Future
Much of my time is now spent trying to set the stage for a practical future. Perhaps too much, considering that my future is not going to be all that long by any standard. Yet I persist.
The challenge of the world as it now functions is maintaining a strong presence in the now, while also be responsible in planning for the future. The fortunate, who can subtract money from this equation, are free to relish the now of entertainment and travel. They can easily lapse into a hedonistic illusion that life is a party for everyone. This lies at the root of much of our social dissonance and discontent right now.
The allure of the Buddha story is associated in part with the enlightened man's disdain for any material security. The mythological Jesus also lectures against worries about material security. Many people in my generation begged and partied their way through the 1960s and 1970s. Some of these became the ruthless entrepreneurs of the 1980s and 1990s. When their youth and beauty could no longer buy them largesse, they opened a bank account.

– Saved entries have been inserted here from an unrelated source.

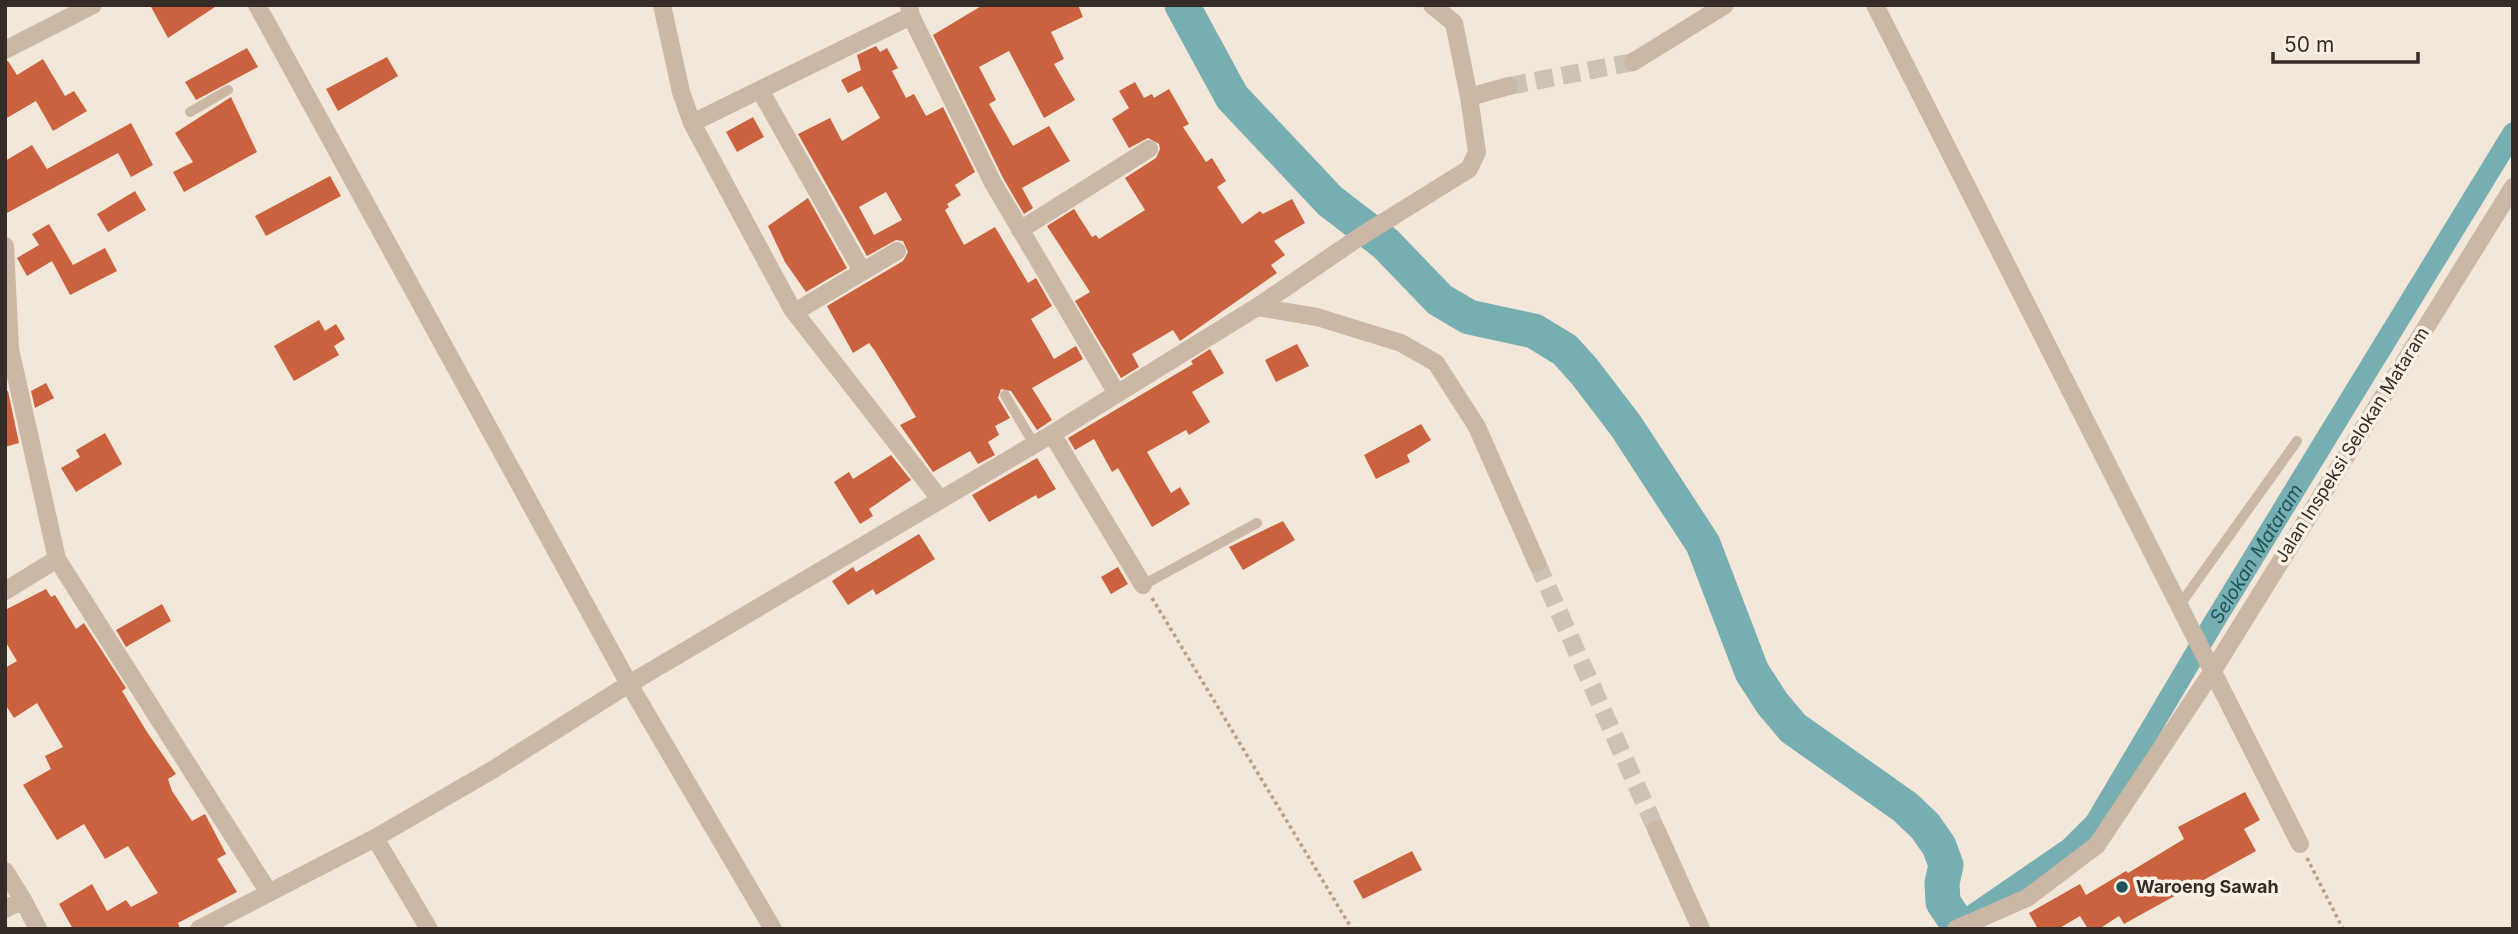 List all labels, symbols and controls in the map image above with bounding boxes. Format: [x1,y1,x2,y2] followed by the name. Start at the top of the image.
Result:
[2273,21,2418,65] scale bar
[2284,32,2334,57] text: 50 m
[2270,323,2433,566] street label: Jalan Inspeksi Selokan Mataram
[2205,480,2308,628] water label: Selokan Mataram
[2136,876,2279,897] place label: Waroeng Sawah
[2114,879,2130,895] marker: Waroeng Sawah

My life seems very short now at sixty-one. It has whizzed by. I spent the first half of my adult life in utter denial of the future. I worked and loved and lived, very much in the present of each day. I was unconcerned with owning much. I moved like a nomad for cheap rents to compensate for modest incomes. And I was happy for most of it.

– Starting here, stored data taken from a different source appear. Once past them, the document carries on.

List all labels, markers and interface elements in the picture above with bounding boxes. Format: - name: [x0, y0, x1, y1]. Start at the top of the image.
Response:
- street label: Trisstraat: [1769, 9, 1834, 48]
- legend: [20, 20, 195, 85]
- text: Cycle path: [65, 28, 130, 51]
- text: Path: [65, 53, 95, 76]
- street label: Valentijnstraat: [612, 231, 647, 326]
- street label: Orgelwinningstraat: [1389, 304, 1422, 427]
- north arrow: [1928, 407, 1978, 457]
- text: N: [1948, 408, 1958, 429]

Like many of my fellow Baby-Boomers, I now look at a road to my end which needs paving, not only for myself but also for at least one special person in my life. I find myself in a country where those in power want to make life less secure for the old and infirm in the name of balancing spreadsheets.The spreadsheets are an excuse for other agendas, of course.
My attitude toward my future is part of what makes me a practical humanist. While adhering to ideals of mindfulness and compassion in the moment, I also know well that I must be practical about my future moments while I have the capability to do so. It is my practical responsibility to do this. I know that capability will diminish as I age.

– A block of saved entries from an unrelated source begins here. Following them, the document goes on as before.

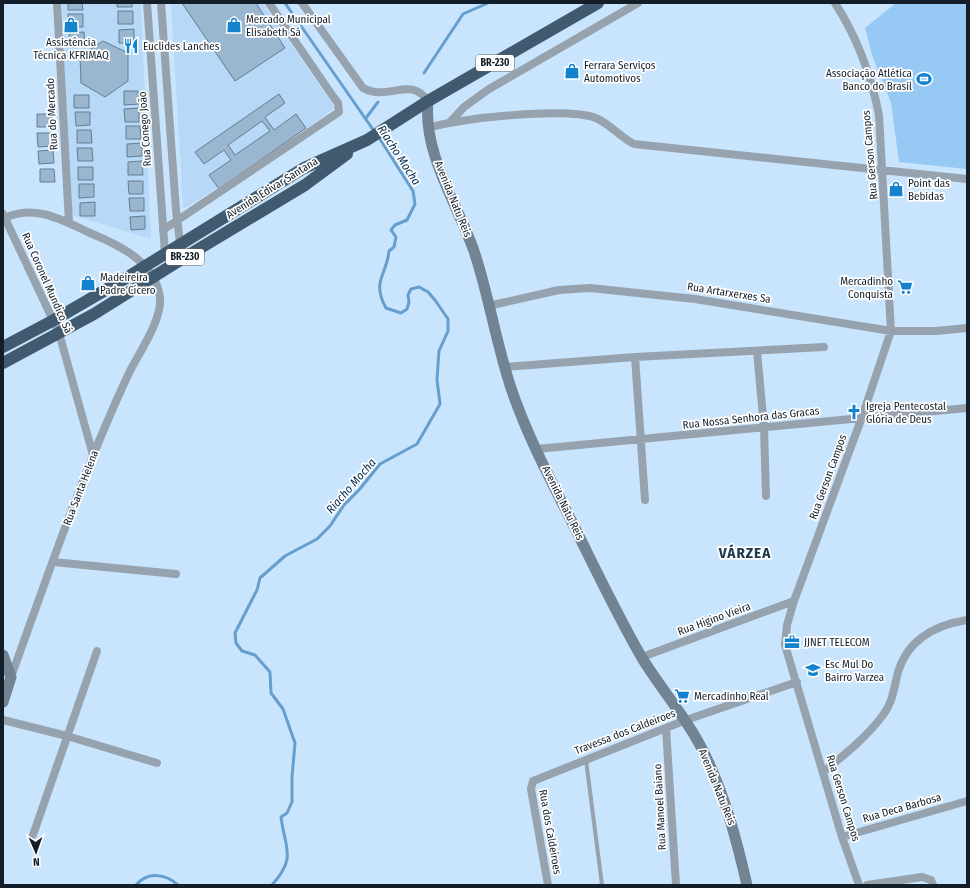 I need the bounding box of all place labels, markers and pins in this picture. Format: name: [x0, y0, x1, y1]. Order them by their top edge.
place label: Mercado Municipal Elisabeth Sá: [246, 13, 331, 39]
shop icon: Assistência Técnica KFRIMAQ: [62, 16, 80, 34]
shop icon: Mercado Municipal Elisabeth Sá: [225, 16, 243, 34]
place label: Assistência Técnica KFRIMAQ: [33, 36, 109, 62]
restaurant icon: Euclides Lanches: [122, 37, 140, 55]
place label: Euclides Lanches: [143, 40, 220, 53]
place label: Ferrara Serviços Automotivos: [584, 59, 656, 85]
shop icon: Ferrara Serviços Automotivos: [563, 62, 581, 80]
place label: Associação Atlética Banco do Brasil: [826, 67, 912, 93]
sports icon: Associação Atlética Banco do Brasil: [915, 70, 933, 88]
place label: Point das Bebidas: [908, 177, 950, 203]
shop icon: Point das Bebidas: [887, 180, 905, 198]
place label: Madeireira Padre Cícero: [100, 271, 156, 297]
shop icon: Madeireira Padre Cícero: [79, 274, 97, 292]
place label: Mercadinho Conquista: [840, 275, 893, 301]
supermarket icon: Mercadinho Conquista: [896, 278, 914, 296]
place label: Igreja Pentecostal Glória de Deus: [866, 400, 946, 426]
church icon: Igreja Pentecostal Glória de Deus: [845, 403, 863, 421]
office icon: JJNET TELECOM: [783, 633, 801, 651]
place label: JJNET TELECOM: [804, 636, 870, 649]
place label: Esc Mul Do Bairro Varzea: [825, 658, 884, 684]
school or university icon: Esc Mul Do Bairro Varzea: [804, 661, 822, 679]
supermarket icon: Mercadinho Real: [673, 687, 691, 705]
place label: Mercadinho Real: [694, 690, 769, 703] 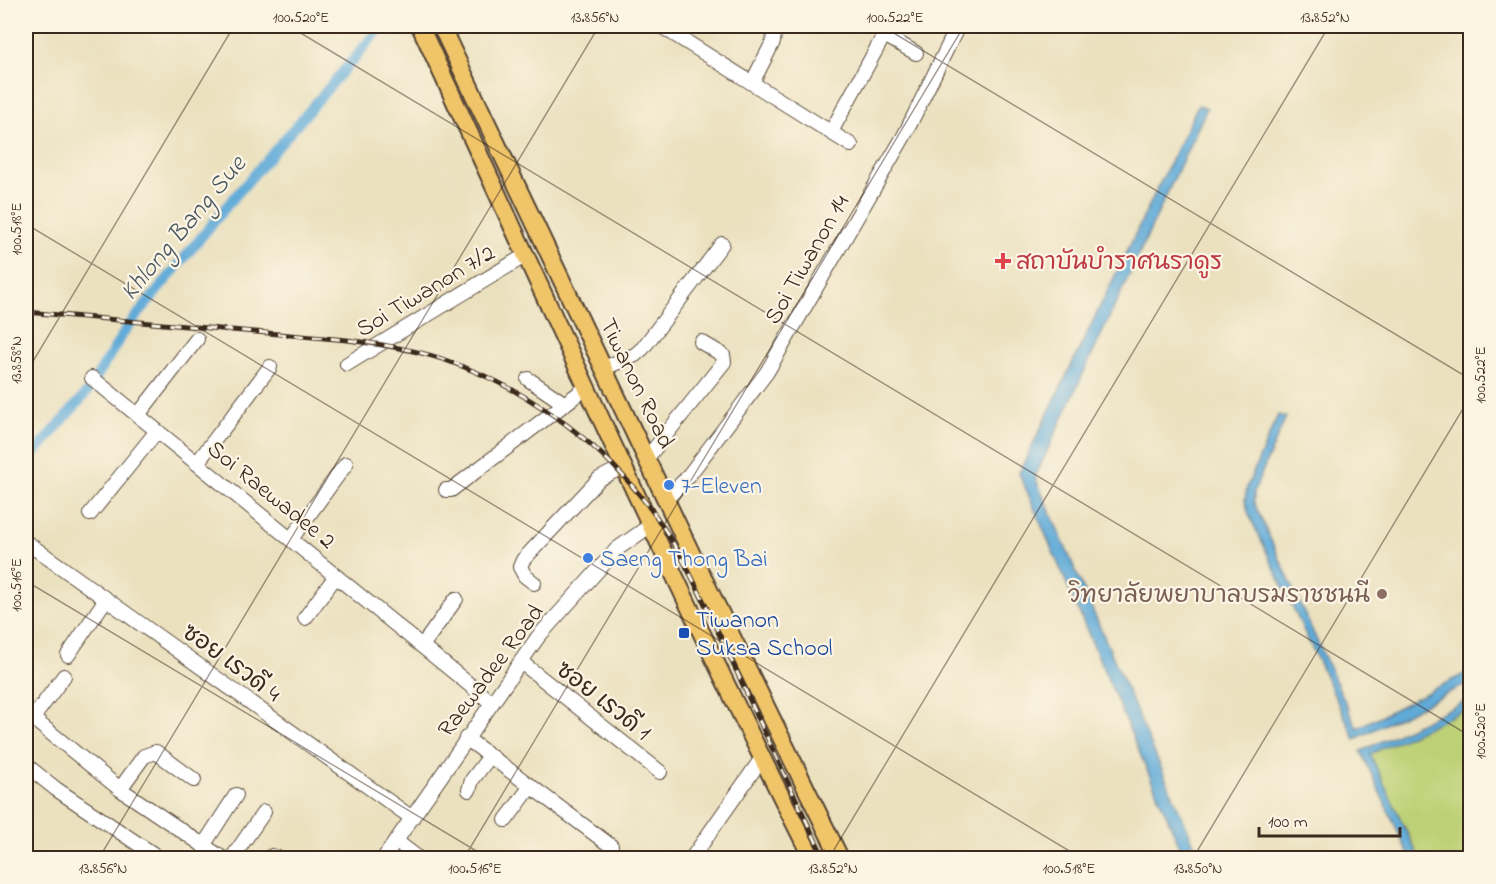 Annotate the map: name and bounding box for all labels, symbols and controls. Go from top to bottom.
text: 100.520°E [273,7,329,29]
text: 13.856°N [571,7,619,29]
text: 100.522°E [866,7,924,29]
text: 13.852°N [1300,7,1350,29]
water label: Khlong Bang Sue [112,147,257,310]
street label: Soi Tiwanon 14 [757,189,860,332]
text: 100.518°E [6,203,28,255]
street label: Soi Tiwanon 7/2 [350,237,502,347]
place label: สถาบันบำราศนราดูร [1016,245,1222,281]
marker: สถาบันบำราศนราดูร [994,252,1012,270]
street label: Tiwanon Road [589,313,683,456]
text: 13.858°N [6,336,28,384]
text: 100.522°E [1470,346,1492,404]
street label: Soi Raewadee 2 [198,433,342,559]
place label: 7-Eleven [681,470,762,505]
marker: 7-Eleven [662,478,676,492]
place label: Saeng Thong Bai [600,543,767,578]
marker: Saeng Thong Bai [581,551,595,565]
text: 100.516°E [6,558,28,612]
place label: วิทยาลัยพยาบาลบรมราชชนนี [1068,579,1370,614]
marker: วิทยาลัยพยาบาลบรมราชชนนี [1375,587,1389,601]
street label: Raewadee Road [430,597,554,745]
place label: Tiwanon Suksa School [696,604,833,667]
street label: ซอย เรวดี 4 [174,616,287,712]
marker: Tiwanon Suksa School [677,626,691,640]
street label: ซอย เรวดี 1 [547,654,658,751]
text: 100.520°E [1470,703,1492,759]
scale bar [1259,800,1400,838]
text: 100 m [1268,810,1308,836]
text: 13.856°N [79,858,127,880]
text: 100.516°E [448,858,502,880]
text: 13.852°N [808,858,858,880]
text: 100.518°E [1043,858,1095,880]
text: 13.850°N [1174,858,1222,880]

I am not a Libertarian by any means. I believe in contributing to and collecting from the social security mechanisms of society. I have done both. In fact, I owe my last fifteen years of life to publicly funded medical research and the availability of assistance with medical expenses. However, I do not wish to rely on these mechanisms beyond my ethical need to. I believe it is my responsibility to minimize the impact of my needs on social security mechanisms, which exist for all of us.
My belief in the value of practice, based in mental and physical health, is strengthened as I engage in this process of planning for my future. By remembering to focus on what I am doing right now to maintain my best self, I am also laying the foundation for whatever future comes. This takes the edge of the niggling financial details and keeps me cognizant of the precarious nature of every next moment.